DATASET RECORDS:
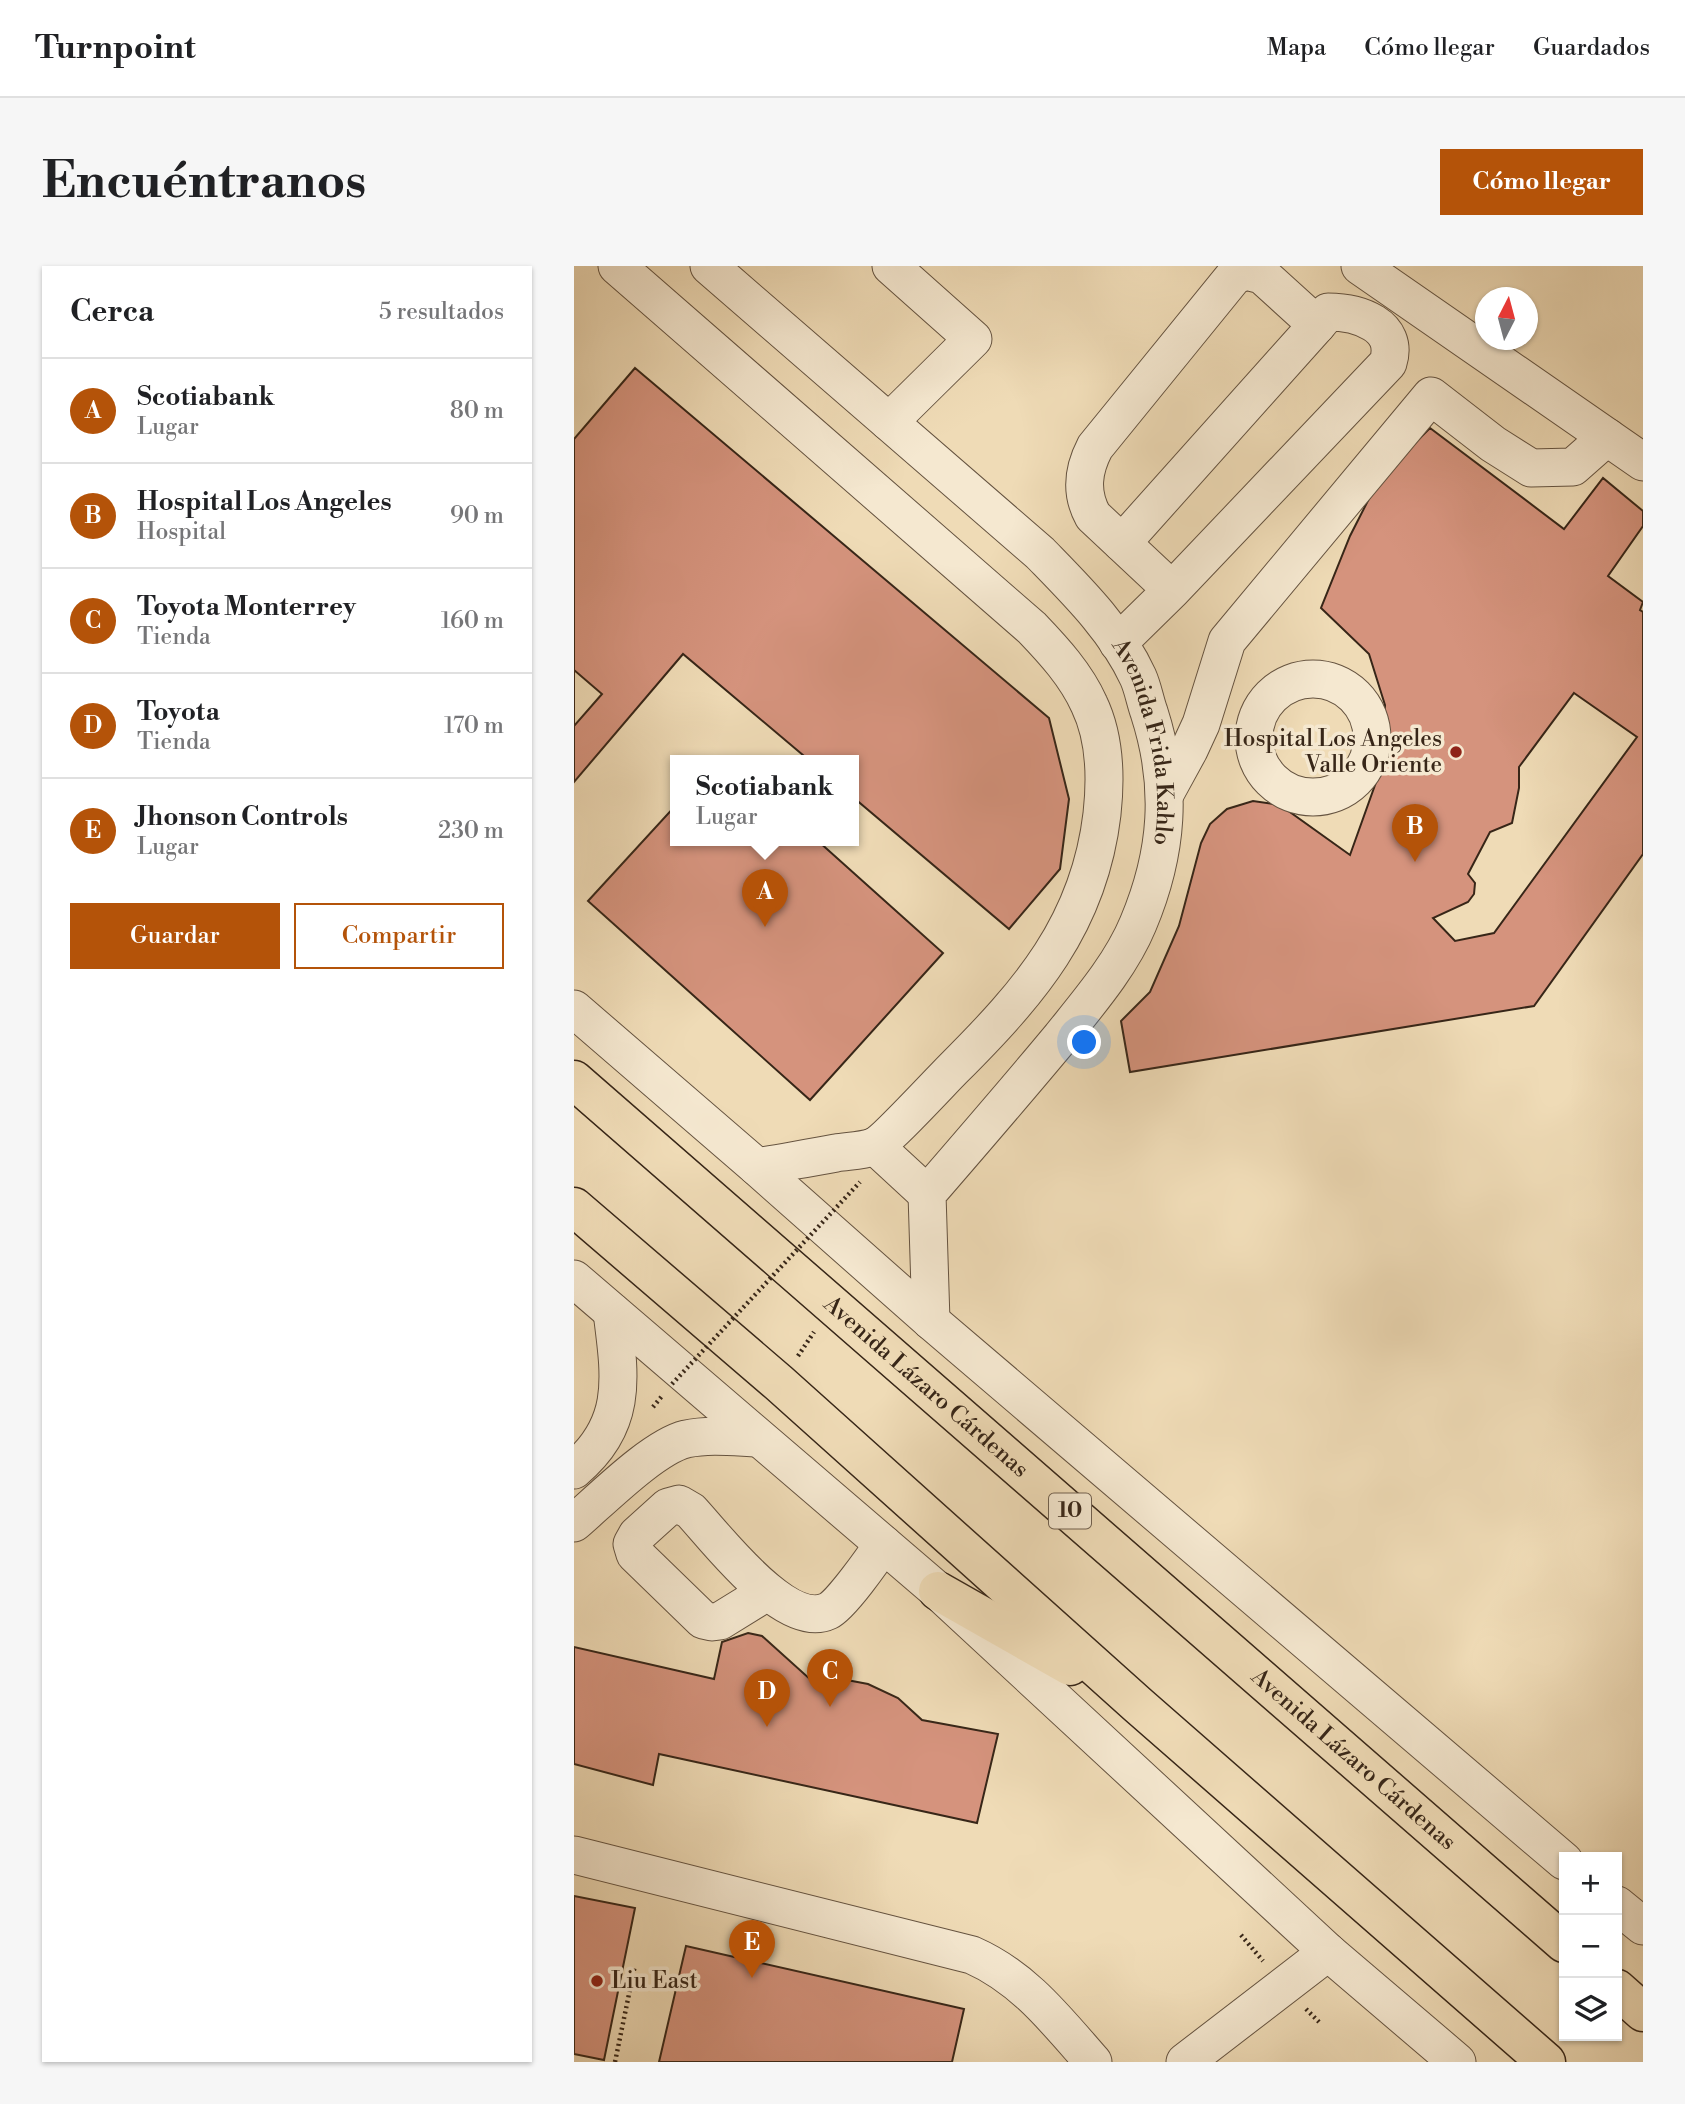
<!DOCTYPE html>
<html lang="es">
<meta charset="utf-8">
<style>
body{margin:0;font-family:"Libre Bodoni",serif;background:#f6f6f6;color:#202124}
.controls{position:absolute;right:21px;bottom:21px;display:grid;overflow:hidden;border-radius:0px;box-shadow:0 2px 5px #0004}
.controls button{width:63px;height:63px;display:grid;place-items:center;padding:0;border:0;border-bottom:2px solid #e0e0e0;background:#fff;color:#202124;font:35px sans-serif}
.compass{position:absolute;left:901px;top:21px;width:63px;height:63px;border-radius:50%;background:#fff;box-shadow:0 2px 5px #0004;rotate:6deg}
.you{position:absolute;left:511px;top:777px;width:24px;height:24px;margin:-18px;border:5px solid #fff;border-radius:50%;background:#1a73e8;box-shadow:0 0 0 10px #1a73e833}
.badge{display:grid;place-items:center;width:46px;height:46px;border-radius:50%;background:#b45309;color:#fff;font-size:23px;font-weight:700}
.pin{position:absolute;translate:-50% -58px;filter:drop-shadow(0 2px 4px #0008)}
.pin::after{content:'';position:absolute;top:37px;width:24px;height:21px;background:inherit;clip-path:polygon(0 0,100% 0,50% 100%)}
.popup{position:absolute;left:96px;top:489px;width:189px;height:91px;box-sizing:border-box;display:grid;place-content:center;border-radius:0px;background:#fff;filter:drop-shadow(0 2px 5px #0005);font-size:23px;white-space:nowrap;color:#757577}
.popup b{font-size:26px;color:#202124}
.popup::after{content:'';position:absolute;left:50%;top:100%;margin-left:-14px;border:14px solid transparent;border-top-color:#fff}
.list{margin:0;padding:0;list-style:none}
h2{display:flex;justify-content:space-between;align-items:center;height:91px;margin:0;padding:0 28px;font-size:30px}
h2 small{font-size:23px;font-weight:400;color:#757577}
.list li{display:grid;grid-template-columns:46px 1fr auto;gap:21px;align-items:center;box-sizing:border-box;height:105px;padding:0 28px;border-top:2px solid #e0e0e0}
.list b{display:block;font-size:26px;white-space:nowrap}
.list p{margin:0;font-size:23px;white-space:nowrap;color:#757577}
.list em{font-size:23px;font-style:normal;color:#757577}
.actions{display:flex;gap:14px;padding:21px 28px}
.actions a{flex:1;padding:16px 0;border:2px solid #b45309;border-radius:0px;text-align:center;font-size:24px;color:#b45309}
.actions .main{background:#b45309;color:#fff}
.icon{flex:none;width:38px;height:38px;fill:none;stroke:currentColor;stroke-width:2;stroke-linecap:round;stroke-linejoin:round}
.map{position:relative;flex:none;width:1069px;height:1796px;overflow:hidden;border-radius:0px}
header{display:flex;align-items:center;gap:42px;box-sizing:border-box;height:98px;padding:0 35px;background:#fff;border-bottom:2px solid #e0e0e0}
header strong{font-size:33px}
nav{display:flex;gap:38px;margin-inline-start:auto;font-size:24px}
.intro{display:flex;align-items:center;justify-content:space-between;box-sizing:border-box;height:168px;padding:0 42px}
h1{margin:0;font-size:49px}
.button{padding:18px 32px;border-radius:0px;background:#b45309;color:#fff;font-size:24px;font-weight:700}
main{display:flex;gap:42px;padding:0 42px}
aside{flex:1;background:#fff;border-radius:0px;box-shadow:0 2px 5px #0004}
.map>svg:first-child{display:block}
</style>
<header>
<strong>Turnpoint</strong>
<nav><a>Mapa</a><a>Cómo llegar</a><a>Guardados</a></nav>
</header>
<div class="intro"><h1>Encuéntranos</h1><a class="button">Cómo llegar</a></div>
<main>
<aside>
<h2>Cerca<small>5 resultados</small></h2>
<ul class="list">
<li><span class="badge">A</span><div><b>Scotiabank</b><p>Lugar</p></div><em>80 m</em></li>
<li><span class="badge">B</span><div><b>Hospital Los Angeles</b><p>Hospital</p></div><em>90 m</em></li>
<li><span class="badge">C</span><div><b>Toyota Monterrey</b><p>Tienda</p></div><em>160 m</em></li>
<li><span class="badge">D</span><div><b>Toyota</b><p>Tienda</p></div><em>170 m</em></li>
<li><span class="badge">E</span><div><b>Jhonson Controls</b><p>Lugar</p></div><em>230 m</em></li>
</ul>
<div class="actions"><a class="main">Guardar</a><a>Compartir</a></div>
</aside>
<div class="map">
<svg width="1069" height="1796" viewBox="0 0 1069 1796">
<rect width="100%" height="100%" fill="#efdbb6"/>
<filter id="stains"><feTurbulence type="fractalNoise" baseFrequency=".00286" numOctaves="4"/><feColorMatrix values="0 0 0 0 .2 0 0 0 0 .09 0 0 0 0 .02 0 0 0 .5 -.17"/></filter>
<radialGradient id="worn" r=".72"><stop offset=".6" stop-color="#630" stop-opacity="0"/><stop offset="1" stop-color="#630" stop-opacity=".3"/></radialGradient>
<!-- building -->
<path fill="#d5937d" stroke="#372618" stroke-width="2" fill-rule="evenodd" d="M61,102L475,452L495,533L486,603L435,663L280,532V495H236L109,388L0,516V173Z
M856,162L990,263L1029,212L1069,245V260L1034,310L1069,336L1066,344L1069,346V588L960,740L556,806L547,755L576,726L605,660L627,577L636,558L653,543L679,535L706,539L776,589L806,505L811,439L795,388L747,342L776,270L805,213ZM1000,427L1063,471L920,667L881,675L859,652L894,636L900,628L901,617L894,608L916,566L938,557L945,522V501Z
M0,404L28,428L0,460Z
M102,539V575H244L369,687L236,834L14,635Z
M174,1367L188,1370L238,1415L257,1411L294,1418L324,1432L348,1454L424,1468L403,1557L85,1488L79,1519L0,1498V1381L140,1413L148,1376Z
M0,1630L61,1642L30,1794L0,1788Z
M112,1680L390,1743L378,1796H85Z"/>
<g fill="none" stroke-linecap="round" stroke-linejoin="round">
<!-- minor casing -->
<g stroke="#655340" stroke-width="39">
<g id="minor">
<path d="M43,0L458,362C480,385 502,409 515,438C531,471 532,512 528,548C515,659 455,727 379,803C366,816 310,877 299,881C287,885 274,885 262,887C236,892 210,896 183,901"/>
<path id="s1" d="M135,0L466,287C502,324 542,363 564,411C569,422 571,435 575,446C599,520 594,587 564,658C547,699 515,736 487,771C443,824 398,876 353,928L357,1055"/>
<path d="M786,0L1069,196"/>
<path d="M315,156L399,73L317,0"/>
<path d="M548,277L743,59"/>
<path d="M544,377L598,324L814,97C826,59 784,46 754,46L743,59L688,9L672,5L660,10L521,181C509,204 506,226 519,250L598,324"/>
<circle cx="739" cy="472" r="59"/>
<path d="M592,526L615,484L627,458L653,375L857,130L919,178L957,202L999,201L1033,171"/>
<path d="M0,743L183,901L357,1055L990,1595"/>
<path d="M301,880L353,928"/>
<path d="M0,1013L364,1325L754,1686L883,1796"/>
<path d="M0,1204C55,1158 46,1110 38,1046"/>
<path d="M0,1257C27,1234 79,1181 112,1173C135,1168 160,1171 183,1172"/>
<path d="M193,1326L146,1355L138,1356L129,1354L61,1288L58,1278L63,1269L94,1241L105,1238L117,1245C143,1273 212,1365 254,1345C267,1339 300,1292 309,1278"/>
<path d="M0,1589L398,1689C450,1712 482,1754 519,1796"/>
<path d="M1043,1639L1069,1660"/>
<path d="M611,1796L754,1686"/>
</g>
</g>
<!-- highway casing -->
<g stroke="#372618" stroke-width="41">
<g id="highway">
<path id="s2" d="M0,814L990,1677"/>
<path d="M0,941L205,1117L564,1439L972,1796"/>
<path d="M364,1325L496,1400"/>
<path d="M1043,1723L1069,1746"/>
</g>
</g>
<!-- path -->
<path stroke="#372618" stroke-width="4.5" stroke-dasharray="2 3.5" stroke-linecap="butt" d="M224,1090L240,1066
M79,1141L88,1130
M667,1669L689,1695
M732,1743L745,1756
M41,1796L61,1699"/>
<!-- minor -->
<use href="#minor" stroke="#f5e8d0" stroke-width="37"/>
<!-- highway -->
<use href="#highway" stroke="#efdbb6" stroke-width="38"/>
<!-- path-bridge -->
<path stroke="#372618" stroke-width="4.5" stroke-dasharray="2 3.5" stroke-linecap="butt" d="M98,1118L286,916"/>
</g>
<!-- markers -->
<g fill="#8f2418" stroke="#f5e8d0" stroke-width="2.5">
<circle cx="882" cy="486" r="7"/>
<circle cx="23" cy="1715" r="7"/>
</g>
<g text-anchor="middle" dominant-baseline="central" stroke-width="7" stroke-linejoin="round" paint-order="stroke">
<!-- shield labels -->
<rect fill="#f5e8d0" stroke="#70604f" stroke-width="2" x="475" y="1227.5" width="42" height="35" rx="5"/>
<g font-size="21" font-weight="bold" fill="#372618">
<text x="496" y="1245">10</text>
</g>
<!-- poi labels -->
<g font-size="23" fill="#372618" stroke="#f5e8d0" text-anchor="end">
<text x="868" y="473">Hospital Los Angeles<tspan x="868" dy="26">Valle Oriente</tspan></text>
<text x="37" y="1715" text-anchor="start">Liu East</text>
</g>
<!-- street labels -->
<g font-size="23" fill="#372618" stroke="#f5e8d0">
<text stroke="none"><textPath href="#s1" startOffset="662">Avenida Frida Kahlo</textPath></text>
<text stroke="none"><textPath href="#s2" startOffset="467">Avenida Lázaro Cárdenas</textPath></text>
<text stroke="none"><textPath href="#s2" startOffset="1034">Avenida Lázaro Cárdenas</textPath></text>
</g>
</g>
<rect width="100%" height="100%" filter="url(#stains)"/>
<rect width="100%" height="100%" fill="url(#worn)"/>
</svg>
<div class="controls">
<button>+</button>
<button>−</button>
<button><svg class="icon" aria-label="layers" viewBox="0 0 24 24"><path d="M12 4l9 5-9 5-9-5zM3 14l9 5 9-5"/></svg></button>
</div>
<svg class="compass" viewBox="-18 -18 36 36"><path d="M0-13l5 13h-10z" fill="#e53935"/><path d="M0 13l5-13h-10z" fill="#757577"/></svg>
<div class="you"></div>
<div class="pin badge" style="left:191px;top:661px">A</div>
<div class="popup"><b>Scotiabank</b>Lugar</div>
<div class="pin badge" style="left:841px;top:596px">B</div>
<div class="pin badge" style="left:256px;top:1441px">C</div>
<div class="pin badge" style="left:193px;top:1461px">D</div>
<div class="pin badge" style="left:178px;top:1712px">E</div>
</div>
</main>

GOAL OF THE EXERCISE: Your answer is a single number: how many lines in the listing above hold "intro"?

ANSWER FOR THE TASK: 2